**EXERCISE OBJECTIVE**: Please state the number of lines in the material below that contain "strokeStyle", with no other words.
── RECORDS PROVIDED ──
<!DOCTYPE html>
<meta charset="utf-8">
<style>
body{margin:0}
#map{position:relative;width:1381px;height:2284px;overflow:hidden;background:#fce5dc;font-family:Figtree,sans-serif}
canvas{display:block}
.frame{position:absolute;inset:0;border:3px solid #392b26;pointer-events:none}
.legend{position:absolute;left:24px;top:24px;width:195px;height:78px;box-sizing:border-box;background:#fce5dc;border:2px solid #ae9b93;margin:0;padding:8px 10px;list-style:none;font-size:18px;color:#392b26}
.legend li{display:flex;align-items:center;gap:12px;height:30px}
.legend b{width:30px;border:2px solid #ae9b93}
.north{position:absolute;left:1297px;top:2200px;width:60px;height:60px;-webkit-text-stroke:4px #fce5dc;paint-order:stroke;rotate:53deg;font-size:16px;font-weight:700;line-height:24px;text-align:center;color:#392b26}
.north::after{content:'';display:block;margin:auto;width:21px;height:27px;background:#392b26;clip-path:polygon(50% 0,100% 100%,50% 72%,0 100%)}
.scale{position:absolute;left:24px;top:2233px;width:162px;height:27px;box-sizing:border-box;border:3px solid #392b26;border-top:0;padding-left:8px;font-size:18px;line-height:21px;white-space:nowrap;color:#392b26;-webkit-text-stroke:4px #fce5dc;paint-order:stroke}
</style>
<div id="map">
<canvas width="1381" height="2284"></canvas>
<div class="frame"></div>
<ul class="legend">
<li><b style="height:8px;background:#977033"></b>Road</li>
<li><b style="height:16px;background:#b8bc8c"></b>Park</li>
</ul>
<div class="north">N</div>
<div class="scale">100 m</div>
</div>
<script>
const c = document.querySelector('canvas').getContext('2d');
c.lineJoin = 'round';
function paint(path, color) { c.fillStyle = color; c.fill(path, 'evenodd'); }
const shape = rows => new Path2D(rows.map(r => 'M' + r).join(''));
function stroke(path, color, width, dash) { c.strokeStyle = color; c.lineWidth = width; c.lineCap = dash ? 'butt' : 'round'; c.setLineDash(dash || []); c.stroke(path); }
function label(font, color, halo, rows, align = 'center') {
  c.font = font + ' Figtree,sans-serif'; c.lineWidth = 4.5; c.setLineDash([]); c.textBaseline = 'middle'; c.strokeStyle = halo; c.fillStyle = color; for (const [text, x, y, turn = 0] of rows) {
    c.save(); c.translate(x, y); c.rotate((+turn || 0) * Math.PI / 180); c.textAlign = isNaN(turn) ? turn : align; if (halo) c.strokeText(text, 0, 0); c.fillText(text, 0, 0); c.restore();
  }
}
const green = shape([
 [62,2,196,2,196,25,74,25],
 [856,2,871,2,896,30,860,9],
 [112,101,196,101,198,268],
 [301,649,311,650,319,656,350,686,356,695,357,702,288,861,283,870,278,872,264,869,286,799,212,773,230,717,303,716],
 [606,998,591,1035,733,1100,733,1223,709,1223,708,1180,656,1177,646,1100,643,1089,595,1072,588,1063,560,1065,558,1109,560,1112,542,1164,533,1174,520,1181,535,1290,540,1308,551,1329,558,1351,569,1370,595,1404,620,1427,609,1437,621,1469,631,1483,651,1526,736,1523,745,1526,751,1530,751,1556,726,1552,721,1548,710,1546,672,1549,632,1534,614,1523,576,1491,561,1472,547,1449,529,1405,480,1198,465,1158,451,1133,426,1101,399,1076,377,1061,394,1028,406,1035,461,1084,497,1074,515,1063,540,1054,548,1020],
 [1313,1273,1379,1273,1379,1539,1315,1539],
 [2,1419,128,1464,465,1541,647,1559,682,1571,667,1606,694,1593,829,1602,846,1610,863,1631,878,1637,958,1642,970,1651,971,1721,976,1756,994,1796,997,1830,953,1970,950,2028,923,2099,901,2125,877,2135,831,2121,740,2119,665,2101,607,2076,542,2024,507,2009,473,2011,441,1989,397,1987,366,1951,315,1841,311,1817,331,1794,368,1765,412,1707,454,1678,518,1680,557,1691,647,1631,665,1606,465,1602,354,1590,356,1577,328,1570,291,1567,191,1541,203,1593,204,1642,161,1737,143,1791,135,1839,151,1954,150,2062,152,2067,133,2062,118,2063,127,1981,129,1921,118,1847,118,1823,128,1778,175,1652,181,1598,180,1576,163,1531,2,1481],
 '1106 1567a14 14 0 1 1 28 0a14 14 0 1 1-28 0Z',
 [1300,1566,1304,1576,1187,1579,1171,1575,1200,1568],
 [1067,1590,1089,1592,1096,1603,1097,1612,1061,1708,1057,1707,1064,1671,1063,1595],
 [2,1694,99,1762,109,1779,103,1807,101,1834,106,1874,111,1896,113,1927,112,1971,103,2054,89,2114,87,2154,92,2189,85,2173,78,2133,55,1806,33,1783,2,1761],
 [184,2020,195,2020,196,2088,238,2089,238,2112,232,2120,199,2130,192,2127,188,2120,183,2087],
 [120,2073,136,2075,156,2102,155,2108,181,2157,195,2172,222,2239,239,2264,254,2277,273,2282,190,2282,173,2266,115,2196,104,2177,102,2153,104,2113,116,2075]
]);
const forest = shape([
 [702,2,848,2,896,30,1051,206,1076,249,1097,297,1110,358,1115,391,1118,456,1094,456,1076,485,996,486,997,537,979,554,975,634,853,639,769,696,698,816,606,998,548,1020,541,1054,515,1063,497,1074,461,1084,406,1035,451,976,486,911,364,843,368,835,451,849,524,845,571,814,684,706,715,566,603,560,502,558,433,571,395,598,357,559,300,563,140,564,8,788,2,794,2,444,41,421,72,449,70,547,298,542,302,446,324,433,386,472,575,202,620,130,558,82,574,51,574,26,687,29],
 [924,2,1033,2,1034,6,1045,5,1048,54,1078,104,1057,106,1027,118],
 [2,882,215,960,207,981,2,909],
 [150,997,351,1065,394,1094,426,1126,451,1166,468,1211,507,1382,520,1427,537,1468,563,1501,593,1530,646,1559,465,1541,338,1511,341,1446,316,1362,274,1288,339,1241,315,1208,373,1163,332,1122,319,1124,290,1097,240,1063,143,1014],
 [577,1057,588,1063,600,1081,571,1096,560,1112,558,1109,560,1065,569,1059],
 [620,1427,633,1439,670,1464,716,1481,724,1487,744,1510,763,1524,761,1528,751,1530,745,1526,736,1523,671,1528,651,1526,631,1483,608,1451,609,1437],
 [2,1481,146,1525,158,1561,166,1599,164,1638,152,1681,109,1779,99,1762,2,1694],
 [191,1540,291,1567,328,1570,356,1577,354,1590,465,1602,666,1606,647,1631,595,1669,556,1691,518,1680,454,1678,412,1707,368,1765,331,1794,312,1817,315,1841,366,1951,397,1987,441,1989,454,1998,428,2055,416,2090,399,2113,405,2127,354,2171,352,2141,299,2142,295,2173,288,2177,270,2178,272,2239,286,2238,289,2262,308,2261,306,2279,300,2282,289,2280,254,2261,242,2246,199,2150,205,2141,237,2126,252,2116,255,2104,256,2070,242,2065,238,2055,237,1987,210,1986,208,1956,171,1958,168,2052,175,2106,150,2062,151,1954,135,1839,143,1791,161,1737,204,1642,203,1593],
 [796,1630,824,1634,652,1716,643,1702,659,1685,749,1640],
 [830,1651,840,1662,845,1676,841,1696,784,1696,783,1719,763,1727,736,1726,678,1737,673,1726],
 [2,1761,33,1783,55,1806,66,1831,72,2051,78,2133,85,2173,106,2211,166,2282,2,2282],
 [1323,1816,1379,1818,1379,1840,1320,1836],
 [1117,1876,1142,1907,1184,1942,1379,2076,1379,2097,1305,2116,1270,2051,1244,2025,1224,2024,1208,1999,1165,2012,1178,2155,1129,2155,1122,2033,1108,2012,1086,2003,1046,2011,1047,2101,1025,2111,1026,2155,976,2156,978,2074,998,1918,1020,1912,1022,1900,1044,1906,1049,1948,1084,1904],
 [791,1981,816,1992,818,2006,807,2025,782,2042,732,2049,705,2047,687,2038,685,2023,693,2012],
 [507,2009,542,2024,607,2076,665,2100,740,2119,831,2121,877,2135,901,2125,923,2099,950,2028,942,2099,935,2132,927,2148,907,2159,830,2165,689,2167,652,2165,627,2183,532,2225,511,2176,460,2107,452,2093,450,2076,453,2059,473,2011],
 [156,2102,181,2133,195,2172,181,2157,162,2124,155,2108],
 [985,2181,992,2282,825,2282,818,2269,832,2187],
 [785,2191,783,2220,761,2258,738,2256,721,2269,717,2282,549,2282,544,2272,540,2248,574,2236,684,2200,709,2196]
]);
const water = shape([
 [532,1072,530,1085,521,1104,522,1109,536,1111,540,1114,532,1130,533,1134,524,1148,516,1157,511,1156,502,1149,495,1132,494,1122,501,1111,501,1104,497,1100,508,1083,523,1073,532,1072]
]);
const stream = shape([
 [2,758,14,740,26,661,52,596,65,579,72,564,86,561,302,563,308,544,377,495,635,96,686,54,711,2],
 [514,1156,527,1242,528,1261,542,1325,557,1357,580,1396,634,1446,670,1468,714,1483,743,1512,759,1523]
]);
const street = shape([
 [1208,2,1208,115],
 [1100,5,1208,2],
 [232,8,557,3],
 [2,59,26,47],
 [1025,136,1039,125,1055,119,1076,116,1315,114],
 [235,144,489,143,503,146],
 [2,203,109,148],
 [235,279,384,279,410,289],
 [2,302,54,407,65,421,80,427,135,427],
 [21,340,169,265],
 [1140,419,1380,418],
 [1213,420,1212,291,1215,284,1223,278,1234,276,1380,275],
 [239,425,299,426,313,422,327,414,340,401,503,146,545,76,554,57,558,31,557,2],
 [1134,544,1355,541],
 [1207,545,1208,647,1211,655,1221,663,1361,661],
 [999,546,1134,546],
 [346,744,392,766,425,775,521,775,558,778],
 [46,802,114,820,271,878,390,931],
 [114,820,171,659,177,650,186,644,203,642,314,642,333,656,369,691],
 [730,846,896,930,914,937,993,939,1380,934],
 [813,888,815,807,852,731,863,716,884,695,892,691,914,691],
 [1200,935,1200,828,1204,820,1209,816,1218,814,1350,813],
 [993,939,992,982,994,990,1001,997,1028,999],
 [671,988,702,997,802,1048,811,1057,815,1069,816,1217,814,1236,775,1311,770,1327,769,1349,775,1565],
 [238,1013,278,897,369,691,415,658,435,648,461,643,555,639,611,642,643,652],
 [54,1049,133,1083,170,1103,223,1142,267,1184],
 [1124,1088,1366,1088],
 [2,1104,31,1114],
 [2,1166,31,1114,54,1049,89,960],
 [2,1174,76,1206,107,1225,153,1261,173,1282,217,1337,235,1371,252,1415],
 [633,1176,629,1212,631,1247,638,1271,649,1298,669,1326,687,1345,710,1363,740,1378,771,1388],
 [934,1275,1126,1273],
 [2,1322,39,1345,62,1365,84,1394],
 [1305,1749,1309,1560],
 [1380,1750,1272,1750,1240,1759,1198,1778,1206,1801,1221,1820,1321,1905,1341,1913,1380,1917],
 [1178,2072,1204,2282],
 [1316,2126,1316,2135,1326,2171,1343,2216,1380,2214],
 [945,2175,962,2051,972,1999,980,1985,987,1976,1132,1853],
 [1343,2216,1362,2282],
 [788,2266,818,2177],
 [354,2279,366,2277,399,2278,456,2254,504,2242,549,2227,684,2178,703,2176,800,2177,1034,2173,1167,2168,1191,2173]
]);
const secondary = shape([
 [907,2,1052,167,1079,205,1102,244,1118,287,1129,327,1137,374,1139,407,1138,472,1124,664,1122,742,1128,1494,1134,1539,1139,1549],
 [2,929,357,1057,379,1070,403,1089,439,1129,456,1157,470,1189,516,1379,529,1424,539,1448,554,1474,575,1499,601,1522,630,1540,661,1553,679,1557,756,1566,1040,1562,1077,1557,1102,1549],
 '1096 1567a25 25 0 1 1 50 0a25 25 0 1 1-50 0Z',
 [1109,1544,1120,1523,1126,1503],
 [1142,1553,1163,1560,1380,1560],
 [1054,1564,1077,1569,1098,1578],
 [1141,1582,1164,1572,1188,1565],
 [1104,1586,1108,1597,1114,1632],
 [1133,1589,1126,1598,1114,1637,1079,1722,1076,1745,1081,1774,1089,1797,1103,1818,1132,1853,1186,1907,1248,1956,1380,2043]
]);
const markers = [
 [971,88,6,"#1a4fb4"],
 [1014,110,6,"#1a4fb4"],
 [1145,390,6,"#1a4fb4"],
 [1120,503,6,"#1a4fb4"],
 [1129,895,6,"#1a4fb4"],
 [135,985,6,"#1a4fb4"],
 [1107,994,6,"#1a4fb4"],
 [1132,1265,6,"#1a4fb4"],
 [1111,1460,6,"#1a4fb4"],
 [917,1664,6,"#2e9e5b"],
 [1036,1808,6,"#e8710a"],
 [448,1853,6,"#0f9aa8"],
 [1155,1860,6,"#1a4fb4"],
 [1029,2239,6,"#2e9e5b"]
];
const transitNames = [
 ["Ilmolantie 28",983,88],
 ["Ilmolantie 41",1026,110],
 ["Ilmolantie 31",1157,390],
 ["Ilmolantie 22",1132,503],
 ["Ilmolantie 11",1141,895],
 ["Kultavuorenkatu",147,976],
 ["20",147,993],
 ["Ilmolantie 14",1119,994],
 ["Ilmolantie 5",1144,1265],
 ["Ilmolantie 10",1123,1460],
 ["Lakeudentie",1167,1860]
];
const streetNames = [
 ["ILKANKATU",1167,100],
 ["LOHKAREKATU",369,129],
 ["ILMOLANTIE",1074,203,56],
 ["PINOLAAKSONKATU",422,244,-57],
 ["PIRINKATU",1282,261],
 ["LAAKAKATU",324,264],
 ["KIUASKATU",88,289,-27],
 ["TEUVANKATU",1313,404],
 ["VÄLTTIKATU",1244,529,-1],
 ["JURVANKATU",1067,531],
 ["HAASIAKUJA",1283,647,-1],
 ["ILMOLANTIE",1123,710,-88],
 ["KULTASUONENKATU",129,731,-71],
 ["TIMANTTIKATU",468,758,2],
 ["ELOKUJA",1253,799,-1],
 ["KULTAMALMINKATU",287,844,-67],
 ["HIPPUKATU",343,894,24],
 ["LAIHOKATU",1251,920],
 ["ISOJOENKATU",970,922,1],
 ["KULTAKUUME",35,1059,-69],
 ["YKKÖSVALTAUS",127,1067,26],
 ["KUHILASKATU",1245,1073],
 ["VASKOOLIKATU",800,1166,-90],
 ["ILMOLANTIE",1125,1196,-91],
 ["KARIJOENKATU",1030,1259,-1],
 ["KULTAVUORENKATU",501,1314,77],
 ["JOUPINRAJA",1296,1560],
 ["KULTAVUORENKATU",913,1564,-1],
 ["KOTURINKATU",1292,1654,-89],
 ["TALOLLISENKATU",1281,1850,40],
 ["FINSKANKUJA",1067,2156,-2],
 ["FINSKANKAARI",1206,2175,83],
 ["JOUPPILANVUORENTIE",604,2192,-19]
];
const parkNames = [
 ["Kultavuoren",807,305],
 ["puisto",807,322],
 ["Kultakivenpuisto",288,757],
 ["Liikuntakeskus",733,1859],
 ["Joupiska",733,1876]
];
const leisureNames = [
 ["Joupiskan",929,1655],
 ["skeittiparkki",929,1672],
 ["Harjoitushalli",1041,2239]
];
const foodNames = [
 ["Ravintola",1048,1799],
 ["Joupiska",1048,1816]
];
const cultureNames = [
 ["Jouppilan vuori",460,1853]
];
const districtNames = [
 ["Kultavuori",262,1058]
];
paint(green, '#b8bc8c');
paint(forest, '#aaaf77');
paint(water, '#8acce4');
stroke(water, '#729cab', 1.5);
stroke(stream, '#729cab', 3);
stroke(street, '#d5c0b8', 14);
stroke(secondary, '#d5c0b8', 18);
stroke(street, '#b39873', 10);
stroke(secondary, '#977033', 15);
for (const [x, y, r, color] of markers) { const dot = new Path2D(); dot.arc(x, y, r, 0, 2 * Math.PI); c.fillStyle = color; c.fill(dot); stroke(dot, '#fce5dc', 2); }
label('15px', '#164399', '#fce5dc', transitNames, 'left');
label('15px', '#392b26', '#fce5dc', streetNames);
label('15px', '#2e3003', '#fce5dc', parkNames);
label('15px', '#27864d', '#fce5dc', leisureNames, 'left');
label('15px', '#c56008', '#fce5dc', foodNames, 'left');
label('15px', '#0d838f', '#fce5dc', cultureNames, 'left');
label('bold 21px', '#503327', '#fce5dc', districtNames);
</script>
───
**WRITTEN ANSWER**: 2